"Wait, wait, now! Eagles in the air! Regroup behind banners!"
Out of the forest came groups of soldiers, sometimes alone men.
That's not possible! Where did they get enough battlemages to hurt us that bad? Trindai gasped at the condition the emerging soldiers were in. This wasn't a staggered retreat. Those men had been soundly routed, and only the massed lines of a friendly army could hope to return a sense of safety to the broken men. That and the banners of the Imperial Guard raised in the air.
"Sound the horns. We take our chances," he ordered.
The colonel next to him threw an unhappy glance but relayed the order anyway.
Trindai had to hope the enemy in pursuit would mistake the horns for a futile attempt by the routed enemy to rally on the other side of the forest. The way the fleeing men looked it could as well be one, he accepted darkly.
"This had better work," he growled at the outworlder by his side.
"You just get the bastards this way and I'll handle the killing," was the chilling response.
Revenge, what a bad reason for going to war.
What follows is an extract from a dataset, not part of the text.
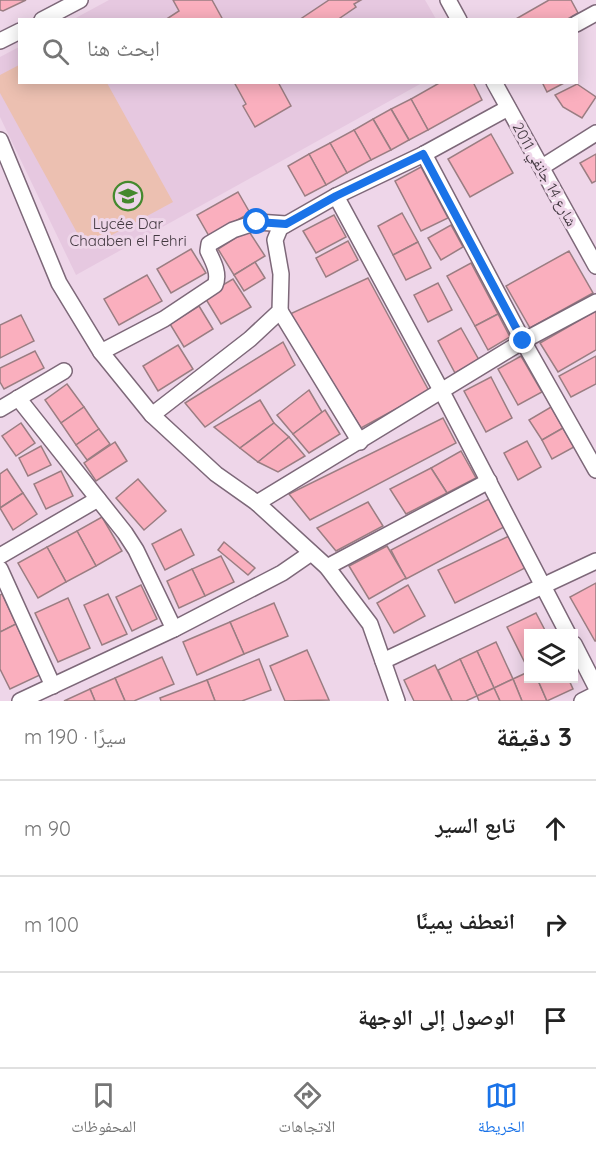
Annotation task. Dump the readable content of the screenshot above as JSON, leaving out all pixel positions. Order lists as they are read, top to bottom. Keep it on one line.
{"streets":{"street":["شارع 14 جانفي 2011"]},"places":{"school or university":["Lycée Dar Chaaben el Fehri"]},"page":{"search":"ابحث هنا","heading":["3 دقيقة","سيرًا · 190 m"],"list":[["تابع السير","90 m"],["انعطف يمينًا","100 m"],"الوصول إلى الوجهة"],"nav":["الخريطة","الاتجاهات","المحفوظات"]}}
We sold them the revenge, so we're no better. Trindai didn't respond. The outworlder was a civilian. Some kind of mining expert who had lost his family to the outworlder attack on Verd, and now he took out his frustration and hatred on an enemy he had never seen.
Finding not one but several men and women from the newly arrived sky kingdom had come as a surprise, but they were as mercantile as Keen herself. Knowledge was money, and so they had taught themselves De Vhatic in preparation for coming here. Not everyone, of course, but enough knew the language that it was impossible to herd them the way they had contained the outworlder traders the last ten years.
Sounds of horns brought Trindai out of his thoughts and he turned his attention to the forest. If the men came as scattered as they did he was likely to have to order the killing of their own. Well, he had done so at Verd, and he would do so again to finish the war here and now. They had waited here for the better part of a day, waited and prepared for a battle the enemy hadn't known would take place.
Outworlder talk machines gave an advantage that was almost impossible to value. Farwriters didn't even come close.
He heard yells of fear and a few of surprised joy. Some of the fleeing men must have noticed they had friends waiting for them on this side of the trees.
The disorganized horde of men quickly melded into units as they dashed for the promised safety, and after them cavalry arrived from among the trees.
One young officer came running straight at Trindai.
"Demons, they're demons!" he screamed.
Trindai looked at the youth. Too young by several years. Money should never buy commissions. "At attention!"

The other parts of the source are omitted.